Lucky Brand and another fashion company have been locked into an 18 year-long legal battle that will get its day before the Supreme Court this fall. The nation’s highest court revealed late last month that it will take on the long-running case, which first pitted Marcel Fashions Group against Lucky Brand Dungarees in 2001 when the Florida-based fashion wholesaler filed suit against the denim-maker for allegedly infringing its “Get Lucky” trademark by using “Get Lucky” on its once-wildly-popular apparel.
While Marcel and Lucky Brand managed to settle that suit out of court in 2003, with Lucky Brand agreeing to stop using Marcel’s “Get Lucky” mark and Marcel releasing certain trademark-specific legal claims it might have against Lucky Brand in the future, the parties were back in court less than two years later. Lucky Brand, this time, filed suit, accusing Marcel of granting another wholesaler a license for the “Get Lucky” mark, thereby infringing its own “Lucky” marks. Marcel countersuit, asserting that Lucky Brand’s continued use of “Get Lucky” violated their 2003 settlement.

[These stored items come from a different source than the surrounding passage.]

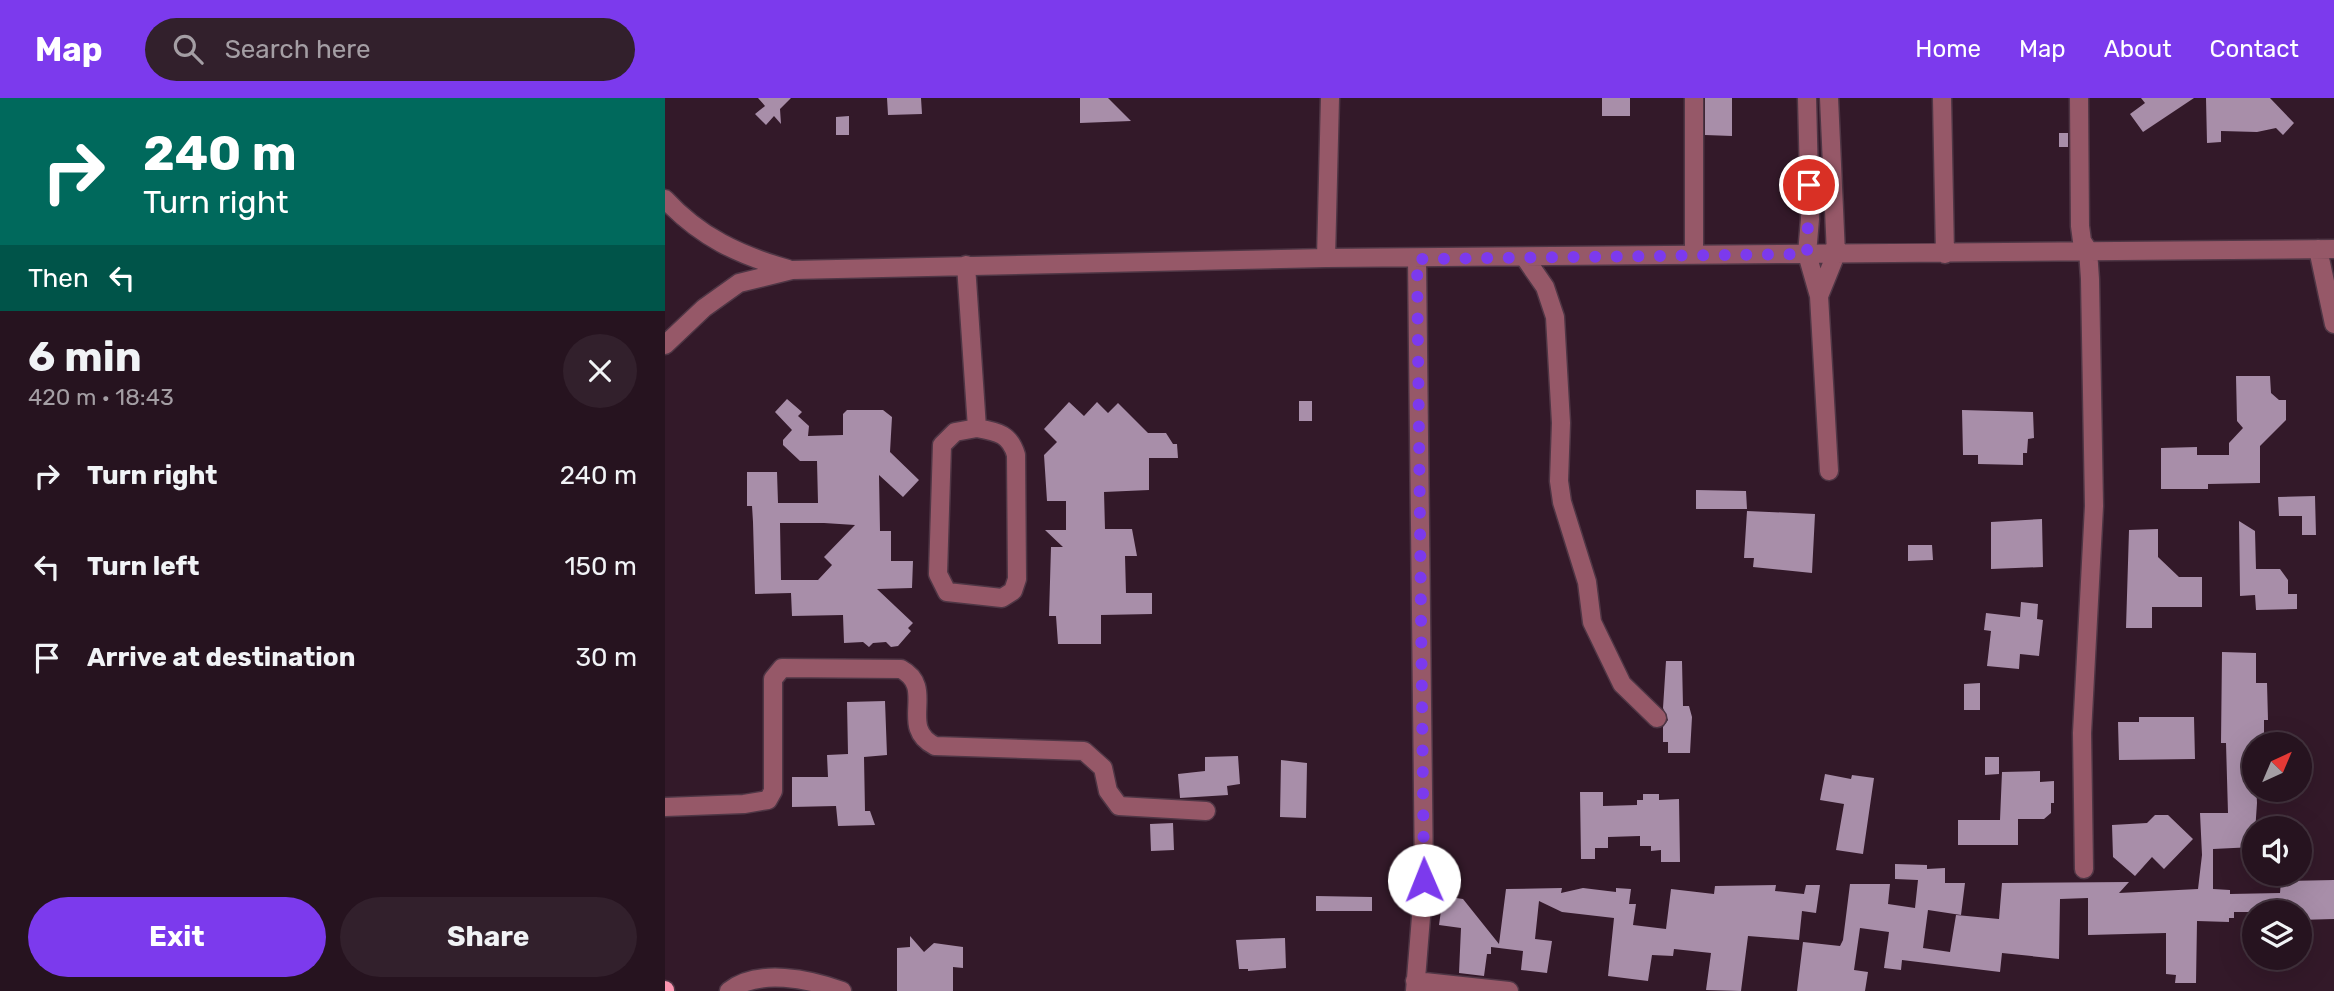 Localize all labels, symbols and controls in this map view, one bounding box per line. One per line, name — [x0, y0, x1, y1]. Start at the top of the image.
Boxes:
search box — [145, 18, 635, 81]
text: Map — [35, 30, 103, 69]
icon: search — [169, 30, 207, 68]
text: Search here — [225, 34, 370, 65]
text: Home — [1915, 35, 1981, 63]
text: Map — [2019, 35, 2066, 63]
text: About — [2104, 35, 2172, 63]
text: Contact — [2210, 35, 2299, 63]
text: 240 m — [143, 124, 297, 182]
icon: right — [28, 126, 119, 217]
pin — [1779, 155, 1839, 215]
icon: arrive — [1790, 166, 1828, 204]
text: Turn right — [143, 183, 288, 221]
icon: left — [103, 259, 141, 297]
text: Then — [28, 263, 89, 294]
text: 6 min — [28, 332, 142, 382]
button: close — [563, 334, 637, 408]
text: 420 m · 18:43 — [28, 383, 174, 411]
icon: right — [28, 457, 66, 495]
text: Turn right — [87, 460, 217, 491]
text: 240 m — [560, 460, 637, 491]
icon: left — [28, 548, 66, 586]
text: Turn left — [87, 551, 199, 582]
text: 150 m — [564, 551, 637, 582]
icon: arrive — [28, 639, 66, 677]
text: Arrive at destination — [87, 642, 355, 673]
text: 30 m — [575, 642, 637, 673]
north arrow — [2242, 732, 2312, 802]
map controls — [2242, 732, 2312, 970]
button: sound — [2242, 816, 2312, 886]
position arrow — [1387, 843, 1461, 917]
button: Exit — [28, 897, 326, 977]
button: Share — [340, 897, 637, 977]
button: layers — [2242, 900, 2312, 970]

While Lucky Brand initially pointed to the terms of the 2003 settlement – including Marcel’s release of trademark-specific claims – in its motion to dismiss and its answer, it did not raise the release defense again when the case made its way before a jury, which found in favor for Marcel, deciding that Lucky Brand had, in fact, infringed its “Get Lucky” trademark. By way of a final judgment issued in 2005, the district court permanently enjoined Lucky Brand from using the “Get Lucky” mark. The court’s judgment also included language from the jury verdict form, stating that “Lucky Brand infringed Marcel Fashion’s Get Lucky trademark … by using Get Lucky, the Lucky Brand trademarks, and any other trademarks including the word ‘Lucky.’”
The peace between the two parties in the wake of the trial and the court’s judgment did not last long. In 2011, Marcel filed yet another suit, this time seeking trademark infringement relief for Lucky Brand’s use of the “Lucky Brand” mark in light of the court’s 2005 judgment.

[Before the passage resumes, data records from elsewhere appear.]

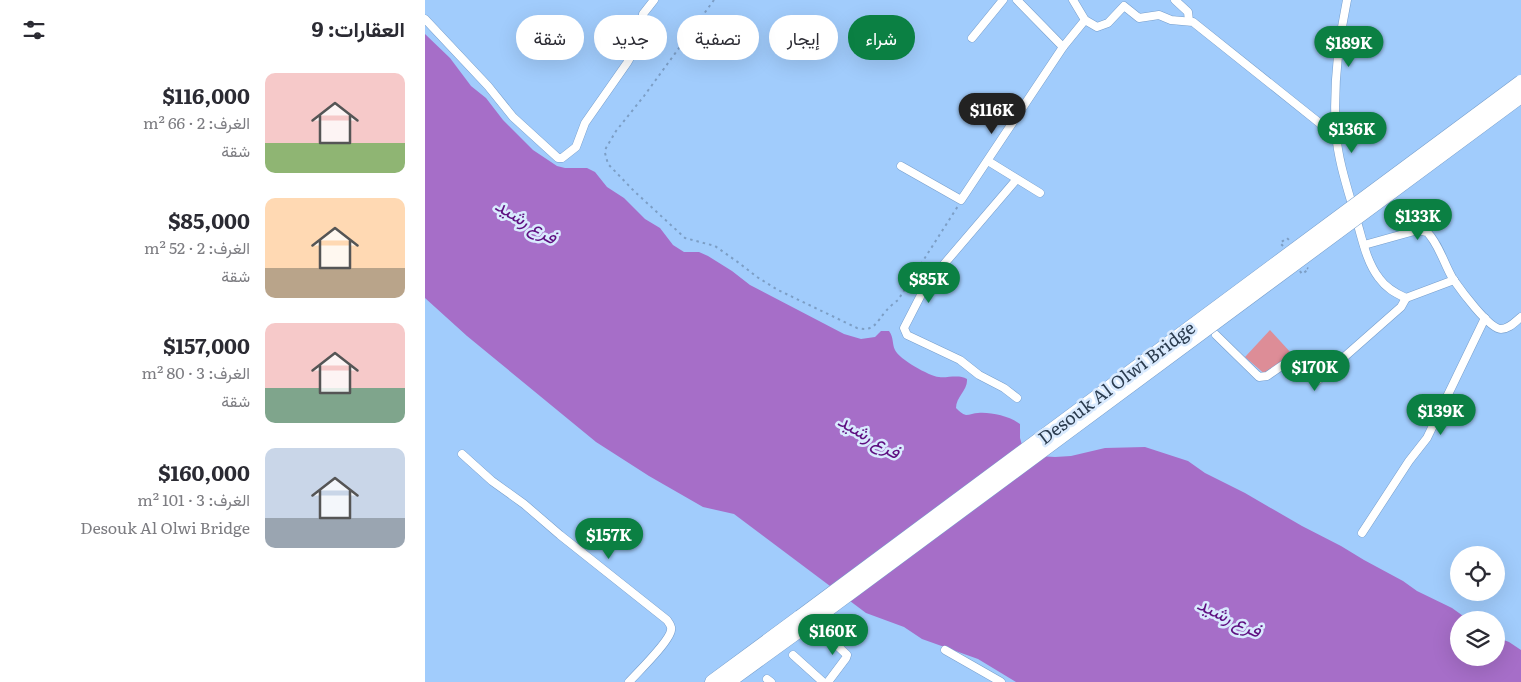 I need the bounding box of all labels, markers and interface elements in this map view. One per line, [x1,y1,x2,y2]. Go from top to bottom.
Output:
text: العقارات: 9 [311,12,405,43]
chip: شقة [516,15,584,60]
chip: جديد [594,15,667,60]
chip: تصفية [677,15,759,60]
chip: إيجار [769,15,838,60]
chip: شراء [848,15,915,60]
icon: filters [20,16,48,44]
pin: $189K [1314,26,1384,68]
text: $189K [1325,30,1373,54]
text: $116,000 [162,79,250,110]
pin: $116K [957,92,1027,135]
icon: home [305,93,365,153]
text: $116K [970,97,1014,121]
text: الغرف: 2 · 66 m² [143,110,250,134]
pin: $136K [1317,112,1387,154]
text: $136K [1329,116,1375,140]
text: شقة [221,138,250,162]
water label: فرع رشيد [490,190,565,252]
pin: $133K [1383,198,1453,241]
text: $133K [1395,203,1441,227]
text: $85,000 [168,204,250,235]
icon: home [305,218,365,278]
text: الغرف: 2 · 52 m² [144,235,250,259]
pin: $85K [899,262,959,304]
text: شقة [221,263,250,287]
text: $85K [909,266,949,290]
street label: Desouk Al Olwi Bridge [1032,314,1200,450]
text: $157,000 [163,329,250,360]
icon: home [305,343,365,403]
pin: $170K [1280,350,1350,392]
text: $170K [1292,354,1338,378]
text: الغرف: 3 · 80 m² [141,360,250,384]
text: شقة [221,388,250,412]
pin: $139K [1406,394,1476,436]
text: $139K [1418,398,1464,422]
water label: فرع رشيد [833,405,908,466]
text: $160,000 [158,456,250,487]
icon: home [305,468,365,528]
text: الغرف: 3 · 101 m² [137,487,250,511]
text: Desouk Al Olwi Bridge [80,515,250,539]
pin: $157K [574,518,644,560]
text: $157K [586,522,632,546]
map controls [1450,546,1505,666]
button: locate [1450,546,1505,601]
water label: فرع رشيد [1193,588,1268,645]
button: layers [1450,611,1505,666]
pin: $160K [798,614,868,656]
text: $160K [809,618,857,642]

Again, Lucky Brand did not initially raise the release defense. In fact, only on remand did it finally raise this defense in furtherance of a motion to dismiss. In response, Marcel argued that the defense should be barred by claim preclusion – the principle that a cause of action may not be relitigated once it has been judged on the merits.

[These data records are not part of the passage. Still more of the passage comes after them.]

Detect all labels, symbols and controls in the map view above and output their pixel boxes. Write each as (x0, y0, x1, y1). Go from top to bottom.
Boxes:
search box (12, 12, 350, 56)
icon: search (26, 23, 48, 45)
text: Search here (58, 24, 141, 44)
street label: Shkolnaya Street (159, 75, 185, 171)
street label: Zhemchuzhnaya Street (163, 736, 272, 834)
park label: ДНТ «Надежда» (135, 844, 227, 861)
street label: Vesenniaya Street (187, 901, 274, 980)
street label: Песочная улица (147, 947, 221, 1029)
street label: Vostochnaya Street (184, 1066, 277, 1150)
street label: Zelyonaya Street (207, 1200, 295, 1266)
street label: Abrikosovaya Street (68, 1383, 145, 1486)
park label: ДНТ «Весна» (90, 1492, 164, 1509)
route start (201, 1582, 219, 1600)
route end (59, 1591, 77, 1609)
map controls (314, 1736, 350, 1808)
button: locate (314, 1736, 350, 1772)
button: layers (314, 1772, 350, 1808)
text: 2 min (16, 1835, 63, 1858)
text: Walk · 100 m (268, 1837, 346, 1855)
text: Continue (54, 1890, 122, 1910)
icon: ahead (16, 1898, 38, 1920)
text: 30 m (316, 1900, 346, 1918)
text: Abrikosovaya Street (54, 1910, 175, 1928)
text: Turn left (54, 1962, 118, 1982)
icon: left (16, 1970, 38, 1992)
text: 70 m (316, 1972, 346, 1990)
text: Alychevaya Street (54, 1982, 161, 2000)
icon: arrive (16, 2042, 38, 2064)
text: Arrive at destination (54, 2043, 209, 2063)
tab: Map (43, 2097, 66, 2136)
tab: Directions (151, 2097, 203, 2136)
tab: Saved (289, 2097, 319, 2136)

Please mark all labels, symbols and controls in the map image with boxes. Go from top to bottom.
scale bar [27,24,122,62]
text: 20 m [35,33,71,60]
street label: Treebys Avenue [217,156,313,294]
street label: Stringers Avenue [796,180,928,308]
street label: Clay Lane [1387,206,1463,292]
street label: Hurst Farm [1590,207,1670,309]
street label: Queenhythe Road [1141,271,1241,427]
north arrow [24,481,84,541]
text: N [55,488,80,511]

The district court sided with Lucky Brand, and dismissed the case, determining that Marcel’s claims against Lucky Brand “are plainly foreclosed by the  settlement agreement.” Marcel appealed the decision, and the Second Circuit Court of Appeals, ruling in Marcel’s favor, stated that claim preclusion encompasses “defense preclusion,” and thus, barred Lucky Brand’s defense based on the release since Lucky Brand had opted not to properly raise the release defense in the 2005 suit.
Fast forward to 2019, and that very case is still underway with the key issue being whether Lucky Brand – the defendant – can be barred from raising a defense – one centering on the release agreement – that was not litigated and resolved in prior cases between the parties. The Supreme Court will review the case this fall.
*The case is Lucky Brand Dungarees, Inc., et al., v. Marcel Fashions Group, Inc., 18-1086 (U.S.).